New York City Mayor Eric Adams vowed crack down on surging crime in the Big Apple – but results have been mixed a year into his first term in office.
The Democrat and police leadership have celebrated that shooting and murder numbers have fallen, but other crimes are still trending upward as several high-profile crimes have critics calling for more to be done.
“He’s the boss because the buck stops with him,” said Charles Fain Lehman, a fellow at the Manhattan Institute. However, “it’s not exclusively him,” Lehman told Fox News Digital in a recent interview after Adams told a local publication he gave himself a B+ grade for his first year in office.
“From an executive agency perspective, I think you can place some blame at the feet of Albany Democrats.

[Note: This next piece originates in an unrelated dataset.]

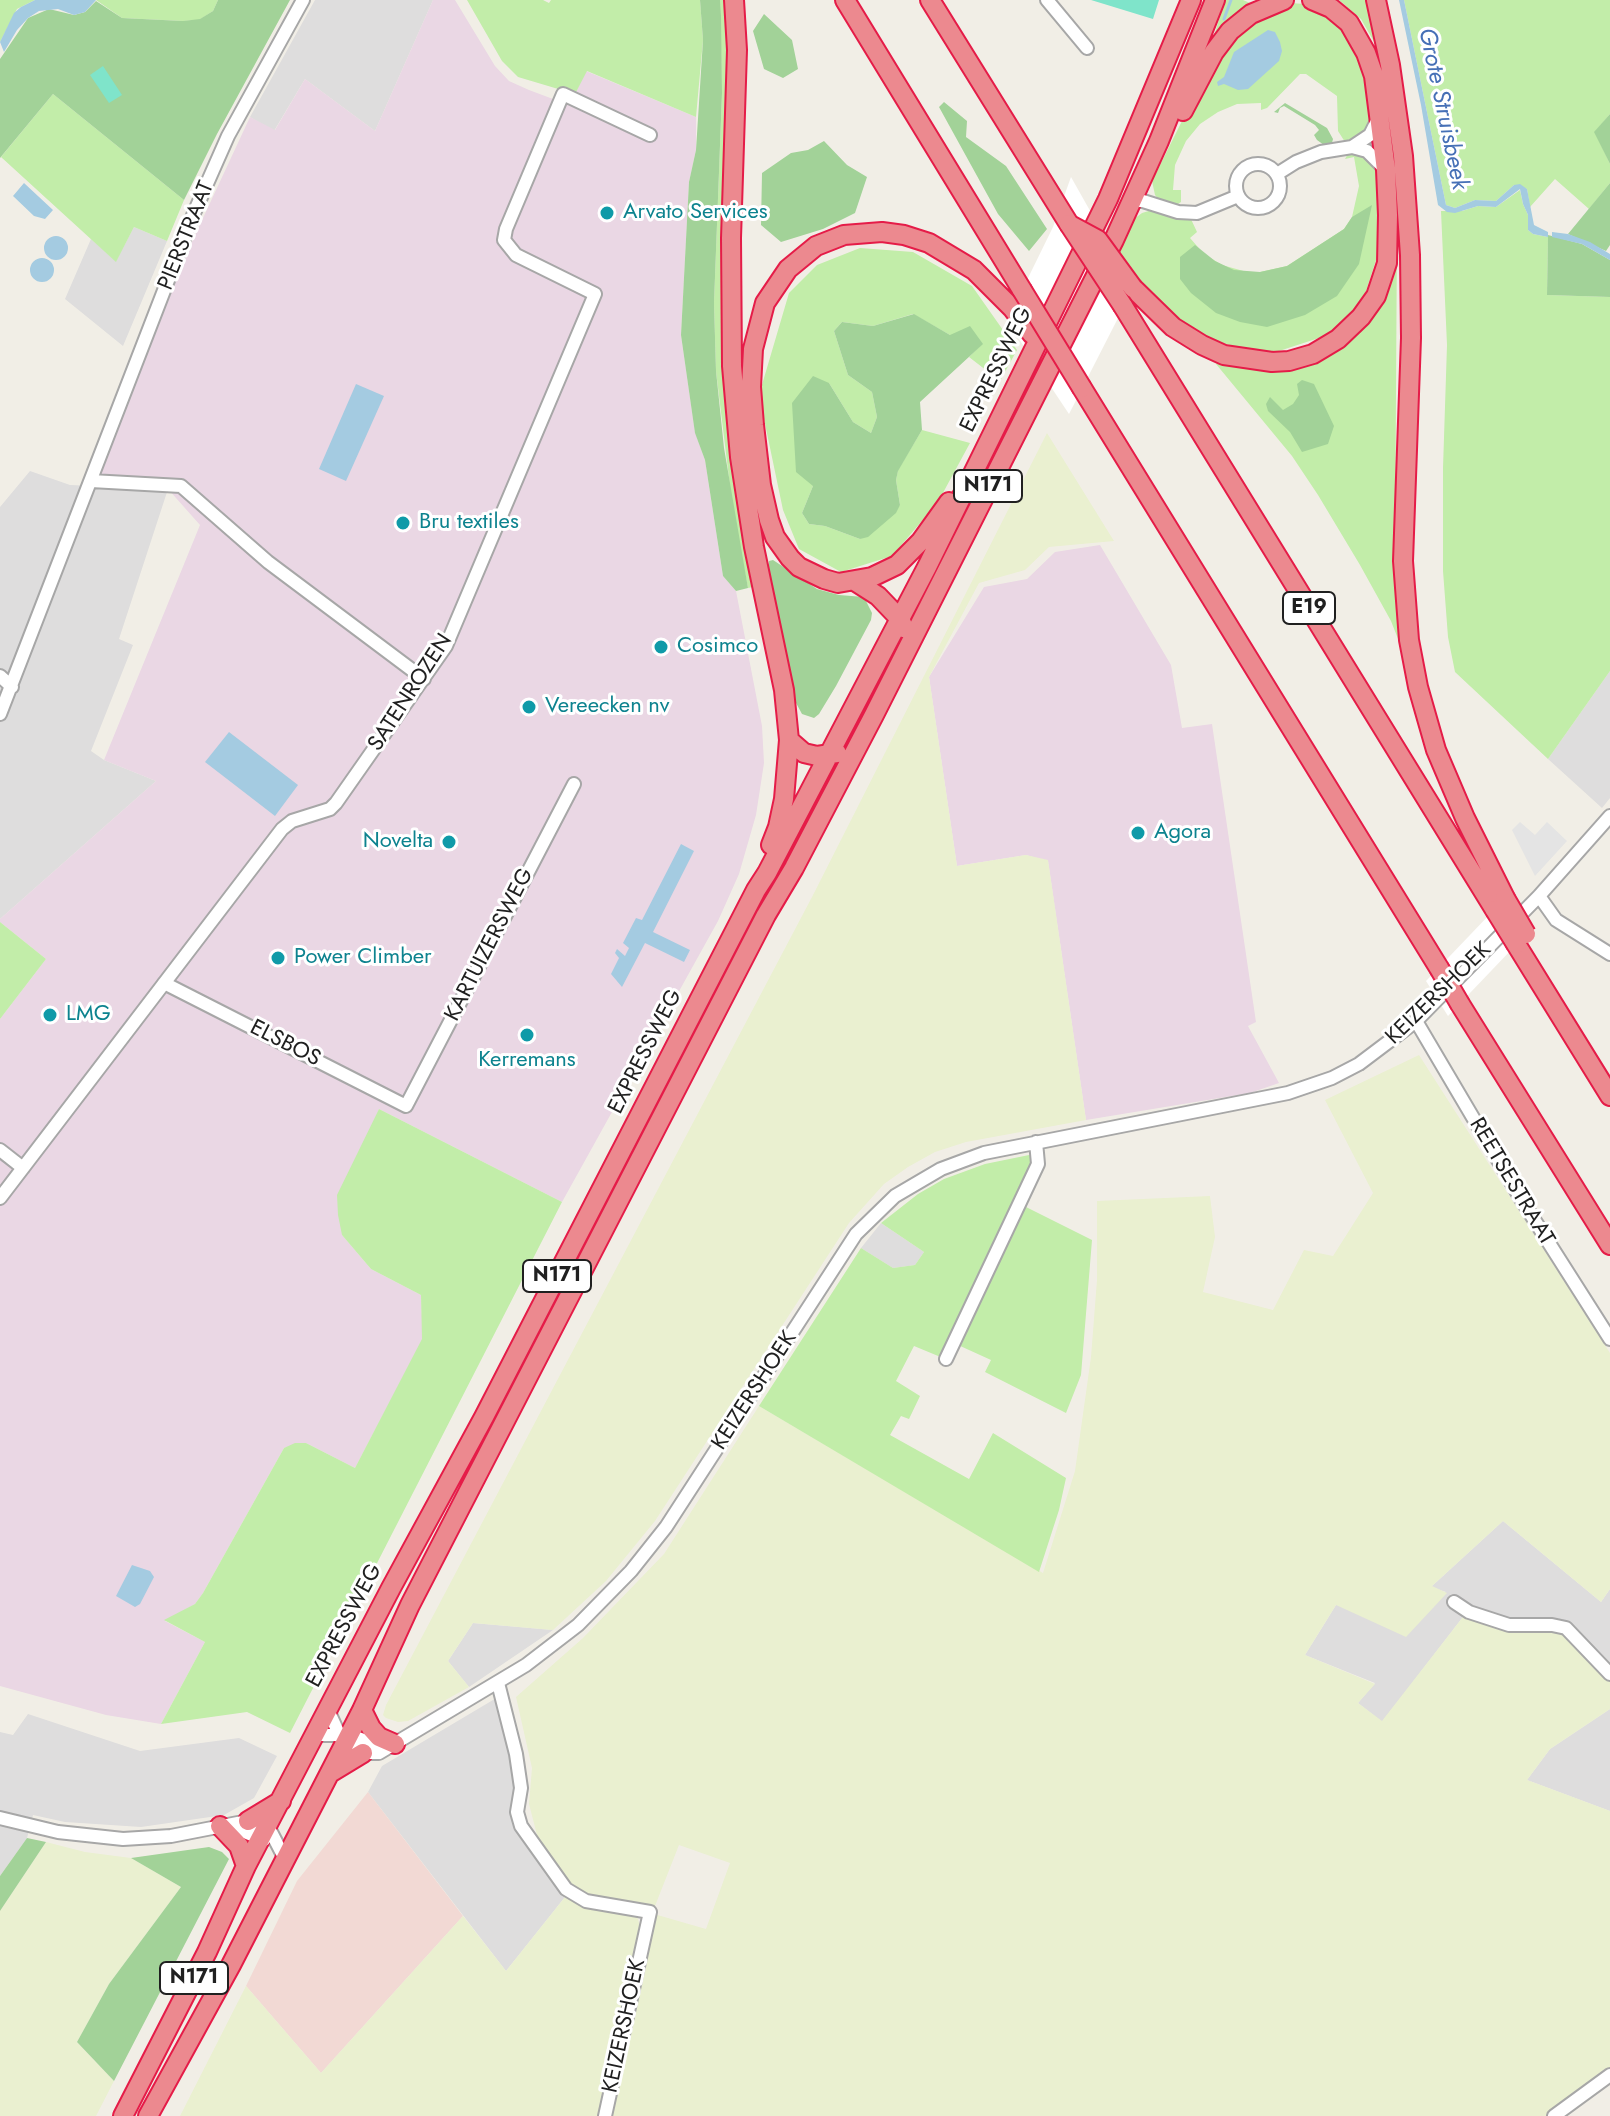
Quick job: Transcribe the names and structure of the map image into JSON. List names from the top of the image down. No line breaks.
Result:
{"streets":{"highway":["EXPRESSWEG","N171","E19"],"street":["PIERSTRAAT","SATENROZEN","KARTUIZERSWEG","KEIZERSHOEK","ELSBOS","REETSESTRAAT"]},"crossings":[["SATENROZEN","ELSBOS"],["KARTUIZERSWEG","ELSBOS"],["KEIZERSHOEK","REETSESTRAAT"]],"water":["Grote Struisbeek"],"places":["Arvato Services","Bru textiles","Cosimco","Vereecken nv","Agora","Novelta","Power Climber","LMG","Kerremans"]}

I think you can place some blame at the feet of the city council, they really do hamstring him,” he added. “There are other policymakers involved.”

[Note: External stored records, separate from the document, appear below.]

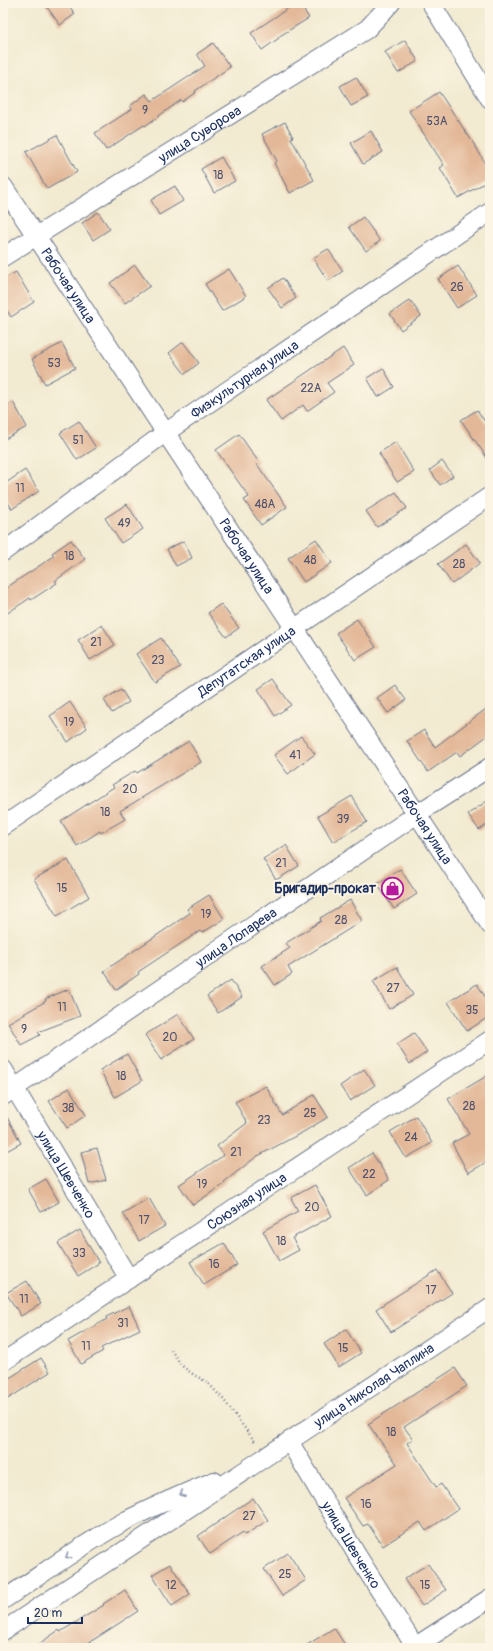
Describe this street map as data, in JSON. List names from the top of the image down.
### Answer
{
  "streets": {
    "street": [
      "улица Суворова",
      "Рабочая улица",
      "Физкультурная улица",
      "Депутатская улица",
      "улица Лопарева",
      "улица Шевченко",
      "Союзная улица",
      "улица Николая Чаплина"
    ]
  },
  "crossings": [
    ["улица Суворова", "Рабочая улица"],
    ["Рабочая улица", "Физкультурная улица"],
    ["Рабочая улица", "Депутатская улица"],
    ["Рабочая улица", "улица Лопарева"],
    ["улица Лопарева", "улица Шевченко"],
    ["улица Шевченко", "Союзная улица"],
    ["улица Шевченко", "улица Николая Чаплина"]
  ],
  "places": {
    "shop": ["Бригадир-прокат"]
  },
  "house_numbers": [
    "9",
    "53А",
    "18",
    "26",
    "53",
    "22А",
    "51",
    "11",
    "48А",
    "49",
    "18",
    "48",
    "28",
    "21",
    "23",
    "19",
    "41",
    "20",
    "18",
    "39",
    "21",
    "15",
    "19",
    "28",
    "27",
    "11",
    "35",
    "9",
    "20",
    "18",
    "28",
    "38",
    "25",
    "23",
    "24",
    "21",
    "22",
    "19",
    "20",
    "17",
    "18",
    "33",
    "16",
    "17",
    "11",
    "31",
    "11",
    "15",
    "18",
    "16",
    "27",
    "25",
    "12",
    "15"
  ],
  "scale_bar": "20 m"
}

Adams was sworn in as mayor in 2022, with crime already spiraling during former Mayor Bill de Blasio’s tenure and amid scrutiny over statewide criminal justice reforms that critics said resulted in dangerous criminals walking free.

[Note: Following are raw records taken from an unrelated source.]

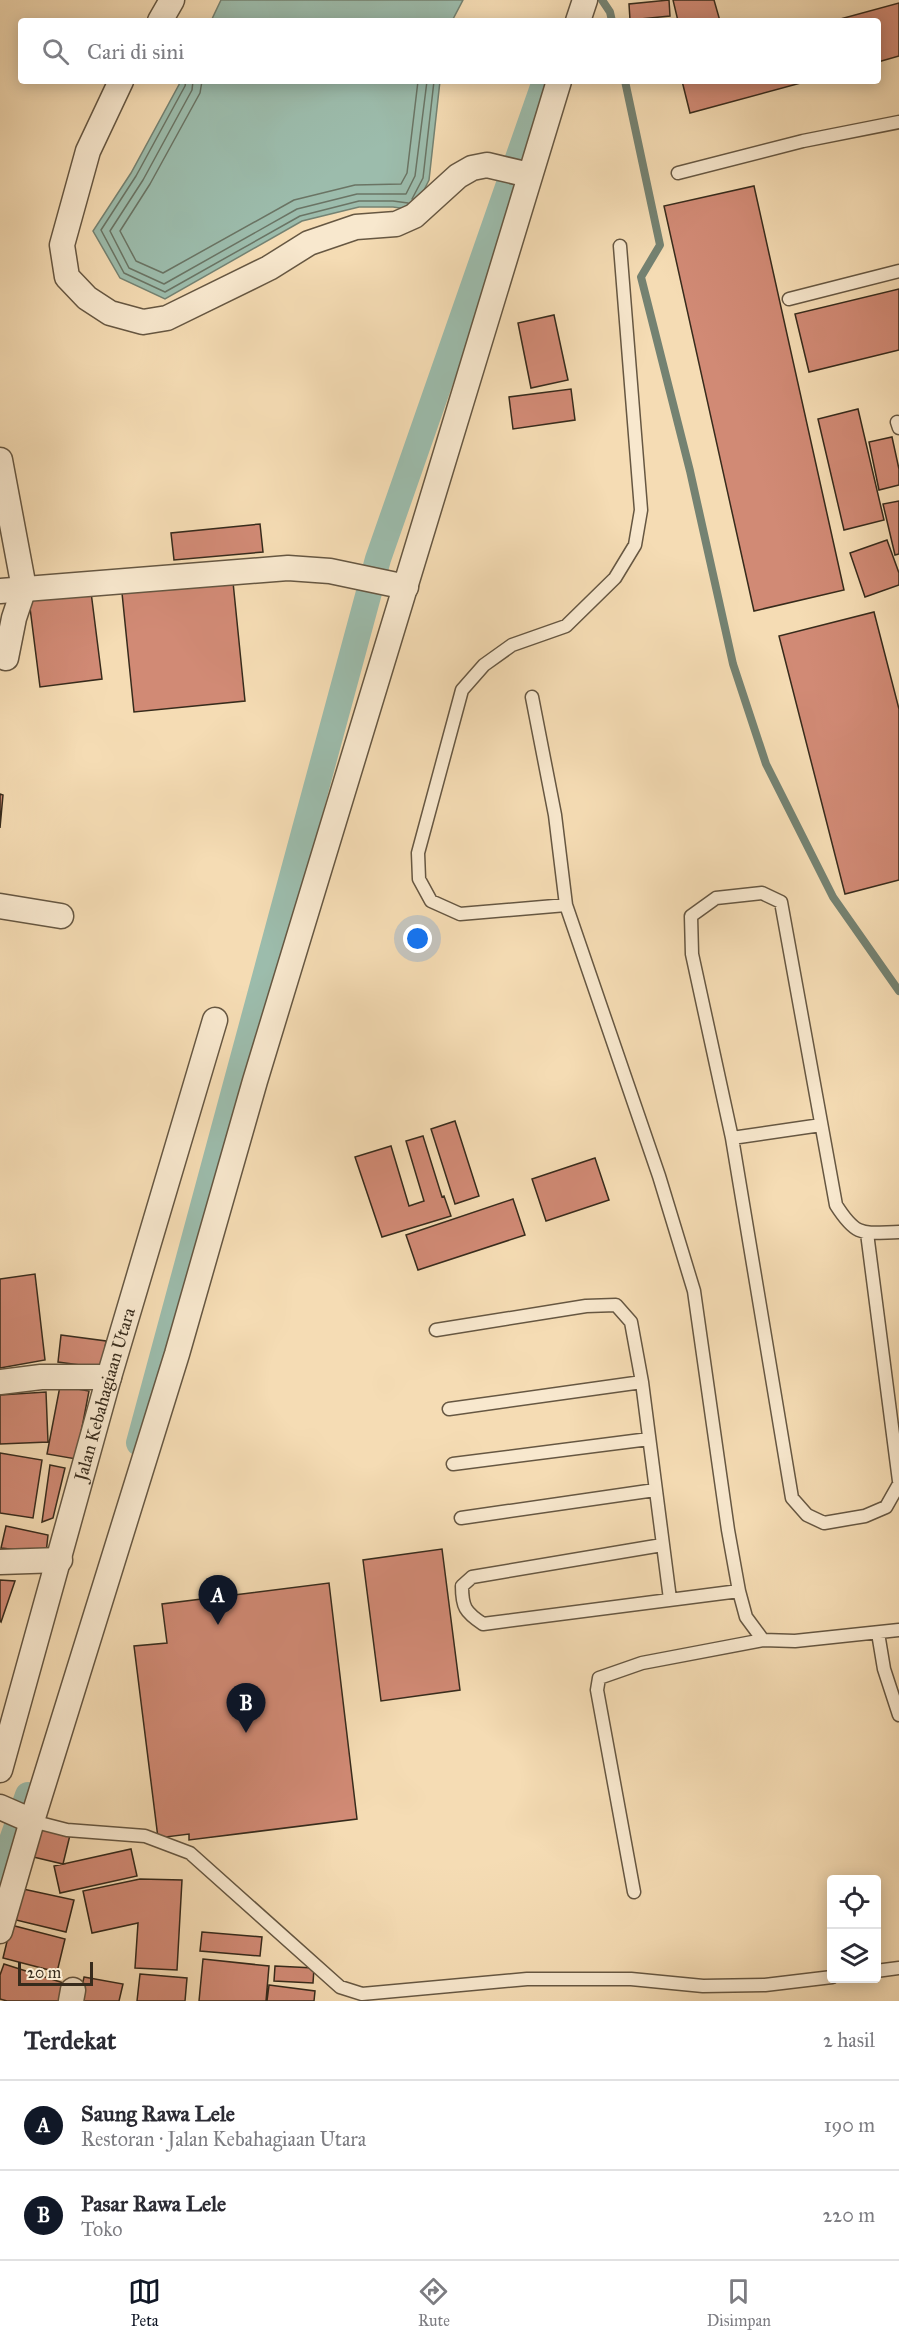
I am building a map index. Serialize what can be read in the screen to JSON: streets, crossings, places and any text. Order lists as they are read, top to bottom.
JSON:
{
  "streets": {
    "street": ["Jalan Kebahagiaan Utara"]
  },
  "scale_bar": "20 m",
  "page": {
    "search": "Cari di sini",
    "pins": ["A", "B"],
    "scale": "20 m",
    "heading": ["Terdekat", "2 hasil"],
    "list": [
      {
        "mark": "A",
        "name": "Saung Rawa Lele",
        "note": "Restoran · Jalan Kebahagiaan Utara",
        "value": "190 m"
      },
      {
        "mark": "B",
        "name": "Pasar Rawa Lele",
        "note": "Toko",
        "value": "220 m"
      }
    ],
    "nav": ["Peta", "Rute", "Disimpan"]
  }
}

Adams and the NYPD recently touted that shootings had decreased 17% in 2022 and murders fell 11% when compared to 2021 data. However, as those violent crimes fell, robberies, burglaries, felony assault, grand larceny and other crimes continued in the city, spurring major crimes to increase by 22% compared to 2021.
“I wanted to go after violent crime in general, but specifically, homicides, shootings, gun crimes, those crimes were terrorizing our city,” Adams told the news site The City last month.
“People just felt that every time [they] heard a gunshot, or heard about another person being shot — it was traumatic.”
The mayor added that he would give himself a “solid B+” grade for the work he has done in his first year, according to The City.
Adams’ workload is massive to cut down on major crime, experts said, adding the mayor still has a long way to go before New York has crime at pre-pandemic levels.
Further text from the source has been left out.